• **Problem**
The full listing, written out exactly and without images, is the expected result.

Records shown below:

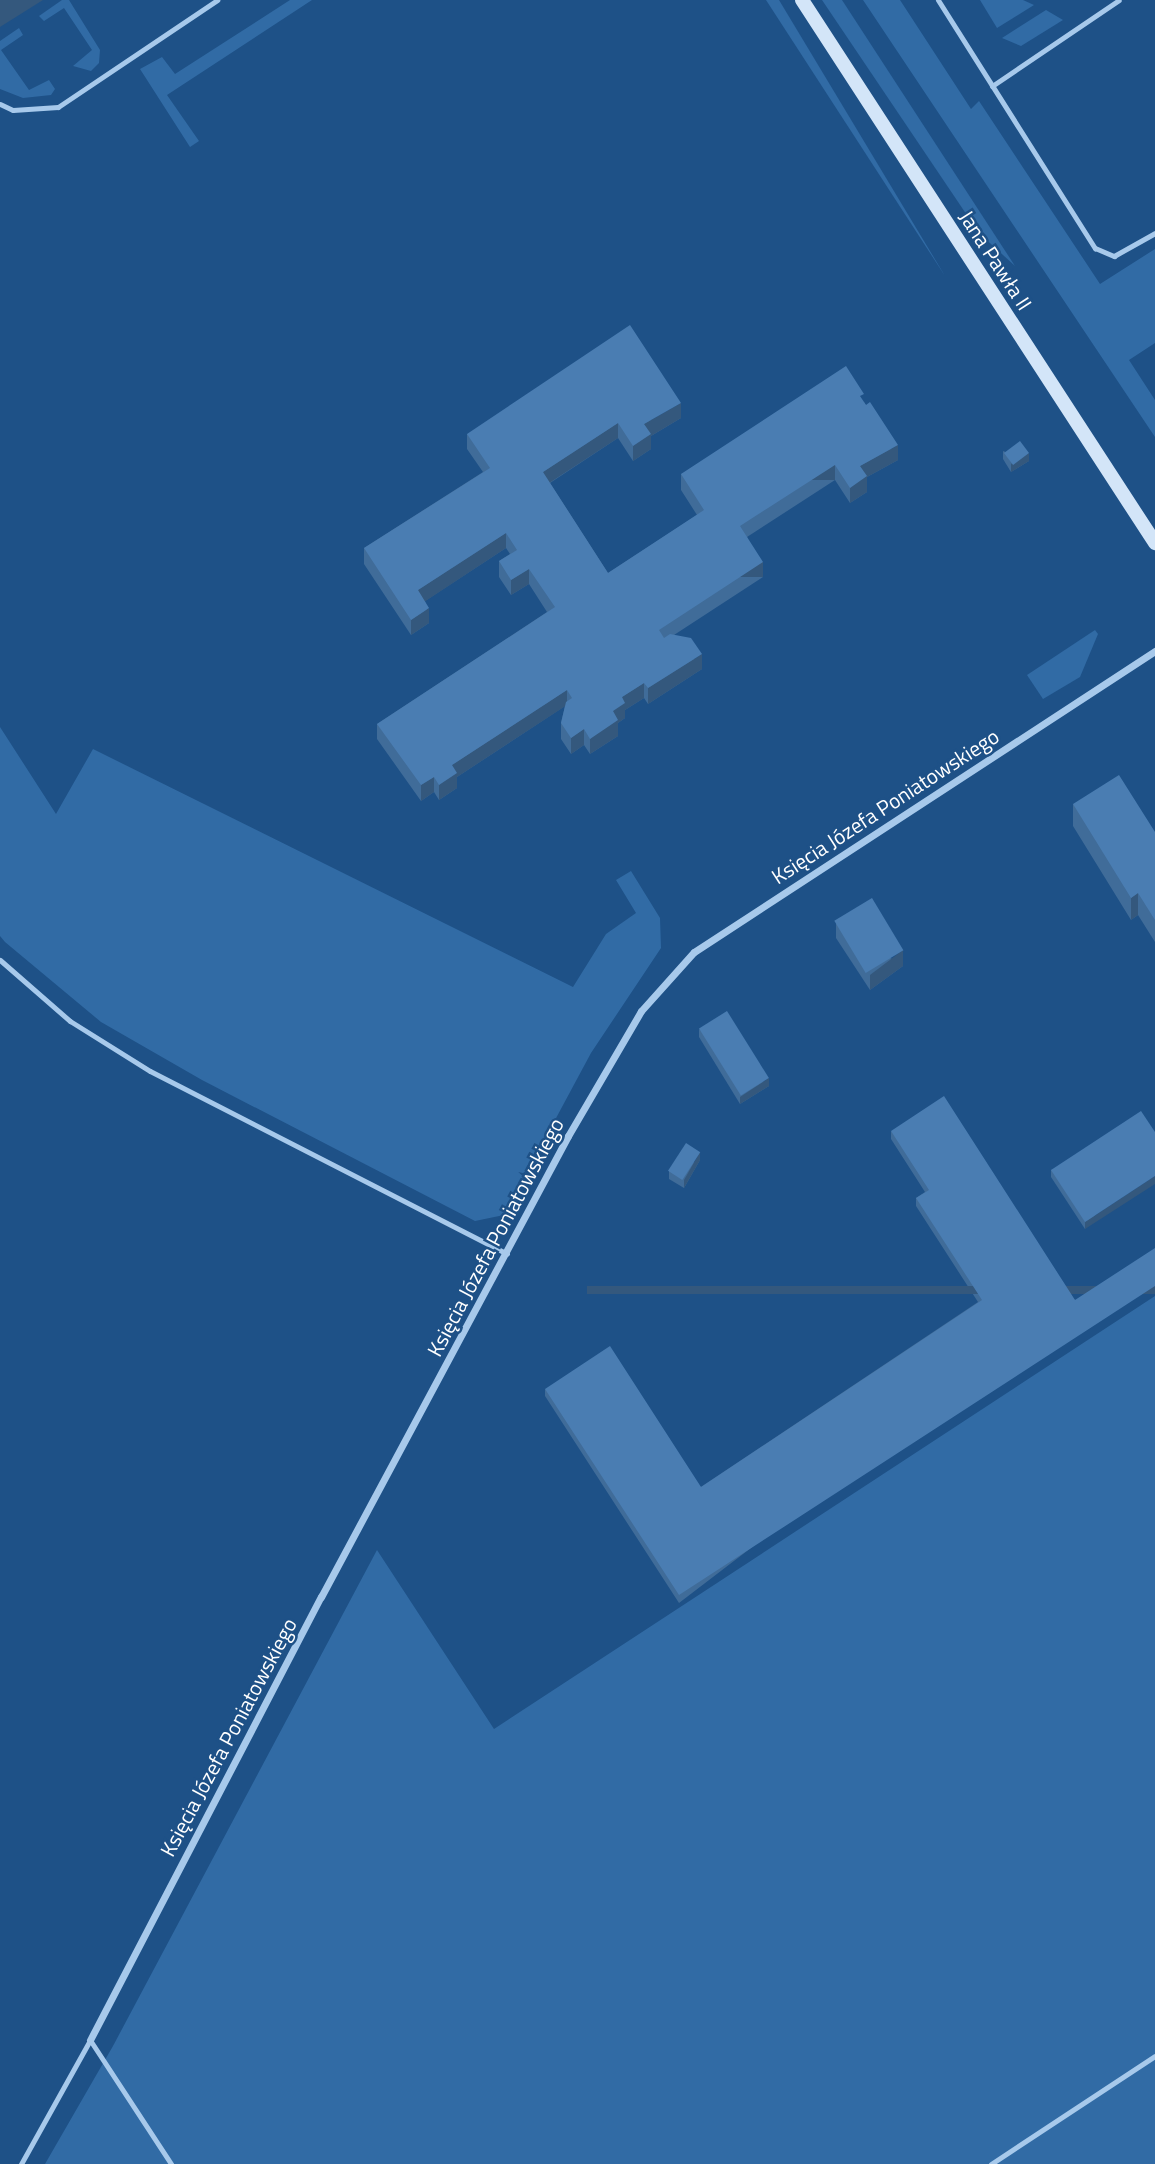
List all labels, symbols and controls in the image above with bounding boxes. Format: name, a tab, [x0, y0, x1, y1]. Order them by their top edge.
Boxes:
street label: Jana Pawła II	[954, 205, 1038, 315]
street label: Księcia Józefa Poniatowskiego	[767, 723, 1003, 889]
street label: Księcia Józefa Poniatowskiego	[421, 1114, 569, 1360]
street label: Księcia Józefa Poniatowskiego	[154, 1614, 302, 1860]

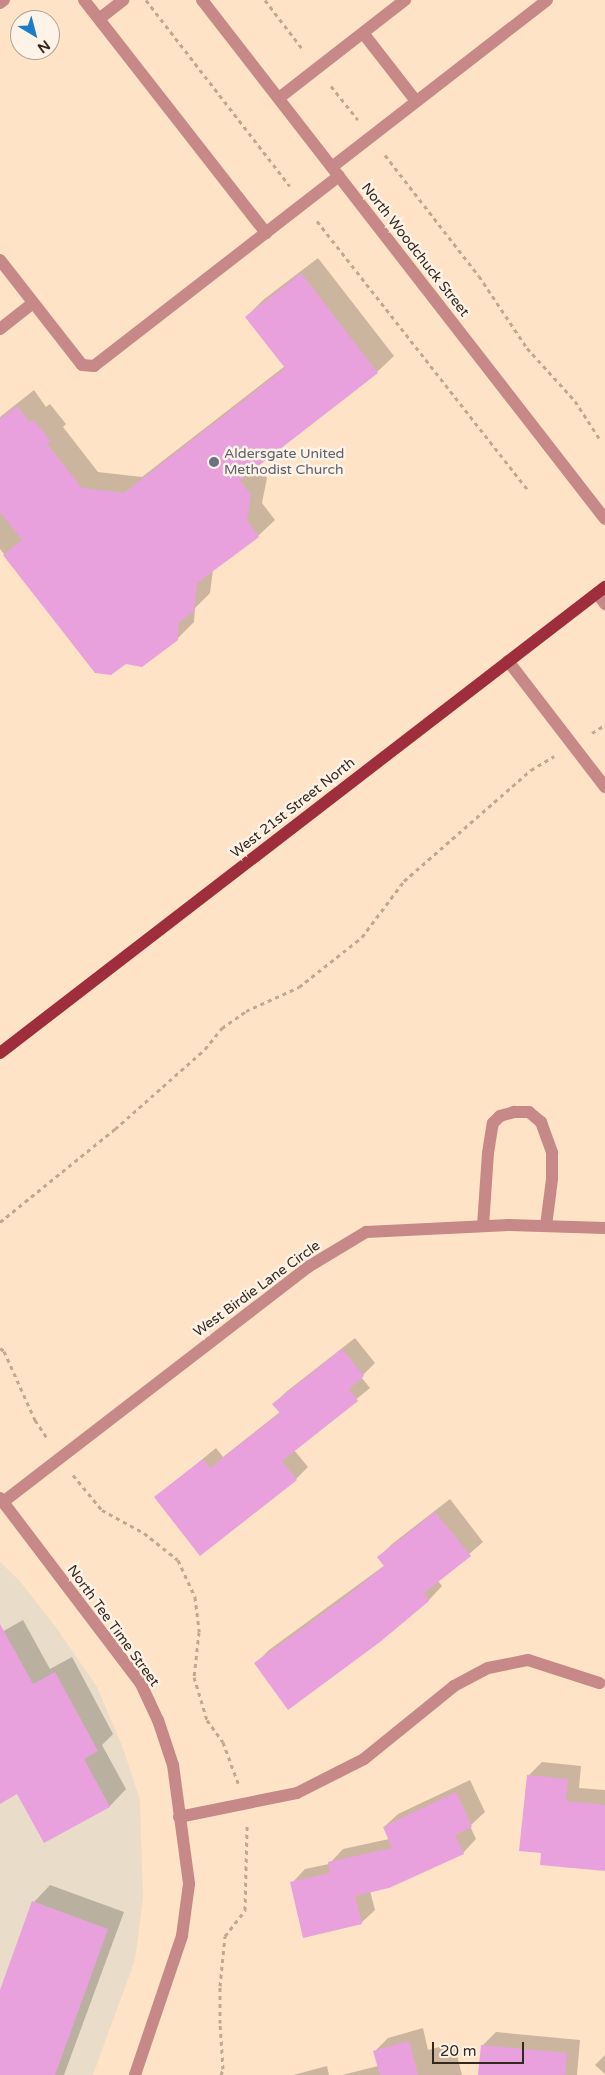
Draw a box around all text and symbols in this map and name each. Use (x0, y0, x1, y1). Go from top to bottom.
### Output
north arrow (10, 10, 60, 60)
text: N (34, 36, 53, 57)
street label: North Woodchuck Street (358, 180, 472, 320)
place label: Aldersgate United Methodist Church (224, 446, 344, 478)
marker: Aldersgate United Methodist Church (208, 456, 220, 468)
street label: West 21st Street North (228, 754, 358, 862)
street label: West Birdie Lane Circle (190, 1237, 324, 1341)
street label: North Tee Time Street (63, 1562, 163, 1690)
scale bar (435, 2032, 528, 2064)
text: 20 m (440, 2042, 477, 2060)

End of Records shown.

• **Exercise response**
List all labels, symbols and controls in the image above with bounding boxes. Format: name, a tab, [x0, y0, x1, y1]. Order them by their top edge.
Boxes:
street label: Jana Pawła II	[954, 205, 1038, 315]
street label: Księcia Józefa Poniatowskiego	[767, 723, 1003, 889]
street label: Księcia Józefa Poniatowskiego	[421, 1114, 569, 1360]
street label: Księcia Józefa Poniatowskiego	[154, 1614, 302, 1860]

Draw a box around all text and symbols in this map and name each. Use (x0, y0, x1, y1). Go from top to bottom.
### Output
north arrow (10, 10, 60, 60)
text: N (34, 36, 53, 57)
street label: North Woodchuck Street (358, 180, 472, 320)
place label: Aldersgate United Methodist Church (224, 446, 344, 478)
marker: Aldersgate United Methodist Church (208, 456, 220, 468)
street label: West 21st Street North (228, 754, 358, 862)
street label: West Birdie Lane Circle (190, 1237, 324, 1341)
street label: North Tee Time Street (63, 1562, 163, 1690)
scale bar (435, 2032, 528, 2064)
text: 20 m (440, 2042, 477, 2060)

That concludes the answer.